Contracts can sometimes impact several areas of a company - from finance to legal to procurement. So getting all these teams together to collaborate on a document can be tricky without automation in place, and this also extends to external negotiations with the counterparty.

Without automation: parties email a Word version of the contract back and forth. Collaborating on a complex document in particular can lead to lengthy email chains, and a lack of version control. It’s also difficult to maintain visibility on the contract, who has it, and the terms they are editing or suggesting - once it’s in a colleague’s inbox, for example, that work is siloed from the rest of the business.

With automation: modern software allows parties to negotiate on the same document - in a similar way to Google (News - Alert) Docs, but tailored with contracts in mind. A contract automation platform with approval workflows makes it easier for colleagues to specify the people that need to approve a document (such as legal) before it can be used in the first place. And with everyone in the same document, lack of visibility isn’t an issue.

Signature

Without automation: the traditional process still involves pen and paper, and in a world where printers and scanners are on their way out, this can be particularly painful. The teams involved may have to print a document, sign, and then scan it back as a PDF before it’s sent to the counterparty.

With automation: eSigning tools are changing the game, so you can now paste a scanned version of your signature into a contract, or draw your signature with the mouse. Most of these solutions integrate with your contract automation platform, but the best option is a platform that has native eSignature, so everything exists in a unified workspace. And this feature makes a huge difference - imagine discarding the entire print, sign, scan process and instead being able to sign a contract securely from your phone!

Tracking

Without automation: there’s a lot of lost data in Word documents, and obviously, no data whatsoever in a printed version. If the business’ contracts exist post-signature as files in a shared drive, on a personal desktop, or even as a piece of paper, shoved into the back of a filing cabinet, it’s near impossible to keep track of important information. And this is a huge missed opportunity.

With automation: contracts that consist of structured data don't face this problem. With plenty of data to action, teams can make better-informed decisions. Points like negotiations around the document, which clauses the counterparty changed, and how many people edited the contract, can help teams work more efficiently, and make a big difference.

Renewals

Without automation: unless the relationship is terminated before a deadline, contracts can auto-renew, and the business can incur a cost. This might not be a problem when teams are dealing with one or two contracts, but as the business scales, and that volume increases exponentially, it can be a real challenge to manage without an automated solution in place.
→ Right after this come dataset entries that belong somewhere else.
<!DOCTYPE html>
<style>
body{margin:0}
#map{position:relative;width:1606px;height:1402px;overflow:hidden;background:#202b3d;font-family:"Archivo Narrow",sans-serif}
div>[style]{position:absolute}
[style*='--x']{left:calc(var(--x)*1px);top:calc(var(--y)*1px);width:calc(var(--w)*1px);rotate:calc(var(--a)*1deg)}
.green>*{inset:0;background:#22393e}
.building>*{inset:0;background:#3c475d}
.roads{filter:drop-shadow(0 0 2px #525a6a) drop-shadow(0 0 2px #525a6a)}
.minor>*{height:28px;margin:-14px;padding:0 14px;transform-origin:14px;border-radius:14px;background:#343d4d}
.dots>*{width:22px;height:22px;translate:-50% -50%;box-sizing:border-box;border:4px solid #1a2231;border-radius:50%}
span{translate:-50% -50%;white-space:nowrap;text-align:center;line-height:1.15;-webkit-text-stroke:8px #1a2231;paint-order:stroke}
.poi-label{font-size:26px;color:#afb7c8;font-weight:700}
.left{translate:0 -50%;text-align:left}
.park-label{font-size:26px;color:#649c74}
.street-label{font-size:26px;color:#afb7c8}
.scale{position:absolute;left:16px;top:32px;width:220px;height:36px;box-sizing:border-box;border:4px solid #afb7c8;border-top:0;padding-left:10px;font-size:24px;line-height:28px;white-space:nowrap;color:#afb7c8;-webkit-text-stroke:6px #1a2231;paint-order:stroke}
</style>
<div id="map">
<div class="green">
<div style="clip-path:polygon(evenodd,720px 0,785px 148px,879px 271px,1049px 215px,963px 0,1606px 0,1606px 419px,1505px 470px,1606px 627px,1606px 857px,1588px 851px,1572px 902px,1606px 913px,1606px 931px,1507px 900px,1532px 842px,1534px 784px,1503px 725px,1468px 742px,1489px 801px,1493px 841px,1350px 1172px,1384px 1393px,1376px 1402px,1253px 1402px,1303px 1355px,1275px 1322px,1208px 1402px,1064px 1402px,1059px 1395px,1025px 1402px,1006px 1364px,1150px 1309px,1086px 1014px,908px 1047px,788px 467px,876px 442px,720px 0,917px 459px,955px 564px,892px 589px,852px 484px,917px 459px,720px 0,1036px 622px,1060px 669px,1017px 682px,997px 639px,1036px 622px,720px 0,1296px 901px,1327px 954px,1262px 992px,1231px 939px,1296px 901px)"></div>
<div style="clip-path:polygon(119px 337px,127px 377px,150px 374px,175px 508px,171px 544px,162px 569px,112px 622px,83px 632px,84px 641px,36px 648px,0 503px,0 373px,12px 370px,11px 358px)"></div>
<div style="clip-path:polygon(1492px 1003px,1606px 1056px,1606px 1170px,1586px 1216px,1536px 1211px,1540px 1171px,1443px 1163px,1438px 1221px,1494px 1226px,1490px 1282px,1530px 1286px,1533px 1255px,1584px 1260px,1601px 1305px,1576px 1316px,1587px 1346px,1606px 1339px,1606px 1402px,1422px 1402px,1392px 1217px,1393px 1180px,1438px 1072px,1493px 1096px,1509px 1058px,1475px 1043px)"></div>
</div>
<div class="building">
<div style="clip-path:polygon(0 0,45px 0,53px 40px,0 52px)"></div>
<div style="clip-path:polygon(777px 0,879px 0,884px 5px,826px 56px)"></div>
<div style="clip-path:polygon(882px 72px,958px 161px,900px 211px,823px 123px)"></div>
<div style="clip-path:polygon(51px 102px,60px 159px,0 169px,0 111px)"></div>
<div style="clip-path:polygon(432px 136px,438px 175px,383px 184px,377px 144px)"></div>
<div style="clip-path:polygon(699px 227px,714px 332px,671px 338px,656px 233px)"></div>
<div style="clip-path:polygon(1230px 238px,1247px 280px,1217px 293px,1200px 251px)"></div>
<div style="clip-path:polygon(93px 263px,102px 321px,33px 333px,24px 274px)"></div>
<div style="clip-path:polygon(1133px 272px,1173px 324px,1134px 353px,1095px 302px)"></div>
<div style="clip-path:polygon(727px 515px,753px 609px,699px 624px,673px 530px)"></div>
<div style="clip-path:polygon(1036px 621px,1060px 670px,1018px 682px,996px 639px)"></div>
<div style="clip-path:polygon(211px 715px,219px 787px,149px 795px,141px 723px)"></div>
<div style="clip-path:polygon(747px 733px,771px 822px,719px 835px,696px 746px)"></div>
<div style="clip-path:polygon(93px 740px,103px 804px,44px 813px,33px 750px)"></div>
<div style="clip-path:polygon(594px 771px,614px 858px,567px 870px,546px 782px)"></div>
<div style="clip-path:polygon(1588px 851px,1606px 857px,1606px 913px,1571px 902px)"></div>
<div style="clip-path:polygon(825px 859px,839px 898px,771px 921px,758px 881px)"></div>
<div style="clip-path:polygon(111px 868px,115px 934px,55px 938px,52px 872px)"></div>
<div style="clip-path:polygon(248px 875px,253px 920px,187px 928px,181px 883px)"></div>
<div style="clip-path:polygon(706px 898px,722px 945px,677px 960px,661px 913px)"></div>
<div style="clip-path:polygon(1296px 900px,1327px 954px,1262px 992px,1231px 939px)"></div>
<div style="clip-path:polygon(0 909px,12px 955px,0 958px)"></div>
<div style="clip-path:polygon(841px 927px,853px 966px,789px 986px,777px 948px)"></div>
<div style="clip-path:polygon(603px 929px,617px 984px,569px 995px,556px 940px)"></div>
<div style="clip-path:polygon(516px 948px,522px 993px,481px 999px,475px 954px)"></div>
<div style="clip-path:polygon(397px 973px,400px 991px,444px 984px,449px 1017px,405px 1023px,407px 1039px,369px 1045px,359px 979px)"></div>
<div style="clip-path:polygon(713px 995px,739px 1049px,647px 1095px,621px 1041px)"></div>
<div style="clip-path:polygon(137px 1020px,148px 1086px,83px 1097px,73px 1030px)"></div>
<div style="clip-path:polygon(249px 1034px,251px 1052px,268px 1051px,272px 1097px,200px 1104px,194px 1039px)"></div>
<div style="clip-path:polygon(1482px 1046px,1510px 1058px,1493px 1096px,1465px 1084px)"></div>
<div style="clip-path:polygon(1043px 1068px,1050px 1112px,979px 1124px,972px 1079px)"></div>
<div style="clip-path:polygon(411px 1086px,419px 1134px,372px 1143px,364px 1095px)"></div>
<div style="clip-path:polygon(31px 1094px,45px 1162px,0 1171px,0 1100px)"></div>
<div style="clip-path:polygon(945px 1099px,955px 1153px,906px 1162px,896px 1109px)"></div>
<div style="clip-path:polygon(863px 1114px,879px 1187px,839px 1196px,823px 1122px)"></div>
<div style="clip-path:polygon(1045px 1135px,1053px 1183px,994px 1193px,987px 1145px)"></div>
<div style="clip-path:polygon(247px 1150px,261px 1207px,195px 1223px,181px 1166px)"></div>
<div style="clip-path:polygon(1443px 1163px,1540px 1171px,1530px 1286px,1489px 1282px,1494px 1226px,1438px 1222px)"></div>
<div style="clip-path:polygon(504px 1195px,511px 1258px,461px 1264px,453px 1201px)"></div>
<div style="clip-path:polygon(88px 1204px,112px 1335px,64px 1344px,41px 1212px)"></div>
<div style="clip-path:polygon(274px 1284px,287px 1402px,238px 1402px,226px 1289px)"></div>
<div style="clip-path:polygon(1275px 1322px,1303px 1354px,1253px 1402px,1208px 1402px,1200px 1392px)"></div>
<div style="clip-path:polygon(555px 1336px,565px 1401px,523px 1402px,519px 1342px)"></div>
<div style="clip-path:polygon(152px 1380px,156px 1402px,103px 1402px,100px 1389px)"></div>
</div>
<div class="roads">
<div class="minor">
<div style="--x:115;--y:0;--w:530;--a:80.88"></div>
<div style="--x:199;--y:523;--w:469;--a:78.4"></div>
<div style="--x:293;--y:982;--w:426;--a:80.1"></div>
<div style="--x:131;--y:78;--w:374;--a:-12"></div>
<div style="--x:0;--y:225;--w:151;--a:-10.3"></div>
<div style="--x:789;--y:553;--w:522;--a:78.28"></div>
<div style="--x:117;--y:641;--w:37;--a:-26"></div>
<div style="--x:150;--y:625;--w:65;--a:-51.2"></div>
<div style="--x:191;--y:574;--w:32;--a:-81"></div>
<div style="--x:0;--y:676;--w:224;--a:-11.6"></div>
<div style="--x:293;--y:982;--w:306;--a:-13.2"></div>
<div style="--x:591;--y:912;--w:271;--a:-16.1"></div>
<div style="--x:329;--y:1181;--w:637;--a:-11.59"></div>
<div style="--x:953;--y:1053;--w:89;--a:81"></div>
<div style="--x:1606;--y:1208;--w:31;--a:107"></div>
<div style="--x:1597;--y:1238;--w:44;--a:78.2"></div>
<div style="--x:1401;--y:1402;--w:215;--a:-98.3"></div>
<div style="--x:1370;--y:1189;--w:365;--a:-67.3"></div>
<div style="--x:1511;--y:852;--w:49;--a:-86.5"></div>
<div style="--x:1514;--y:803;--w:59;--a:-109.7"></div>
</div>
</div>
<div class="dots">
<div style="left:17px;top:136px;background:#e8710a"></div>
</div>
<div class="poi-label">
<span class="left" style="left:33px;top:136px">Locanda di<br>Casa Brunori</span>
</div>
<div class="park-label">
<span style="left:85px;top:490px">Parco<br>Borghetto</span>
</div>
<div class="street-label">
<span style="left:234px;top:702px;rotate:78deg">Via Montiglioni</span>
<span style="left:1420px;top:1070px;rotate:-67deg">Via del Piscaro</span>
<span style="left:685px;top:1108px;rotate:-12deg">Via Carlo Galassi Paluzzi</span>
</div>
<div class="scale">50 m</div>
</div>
With automation: some automation platforms have notifications features, that send reminders to teams responsible around upcoming deadlines. This allows teams to stay ahead of their deadlines, without taking up too much of their time.

Making contracts more human

If contracts exist as copy-pasted versions of each other, then chances are a lawyer wrote the original document a while ago, and it hasn’t changed since. Faster signatures and better collaboration can positively impact the dynamic between parties - but if the contract is full of legalese and jargon-heavy terms, then there’s still a problem.

Luckily tech can also improve the content of legal documents - an editor gives teams the opportunity to revamp their contracts with the company logo, images, graphs, tables, and even GIFs. This, alongside easy to understand, friendly language, can make the whole process of dealing with contracts more enjoyable for everyone involved. Happier parties lead to faster signatures, which at a high-velocity business, is invaluable.

Richard Mabey is the CEO and co-founder of Juro.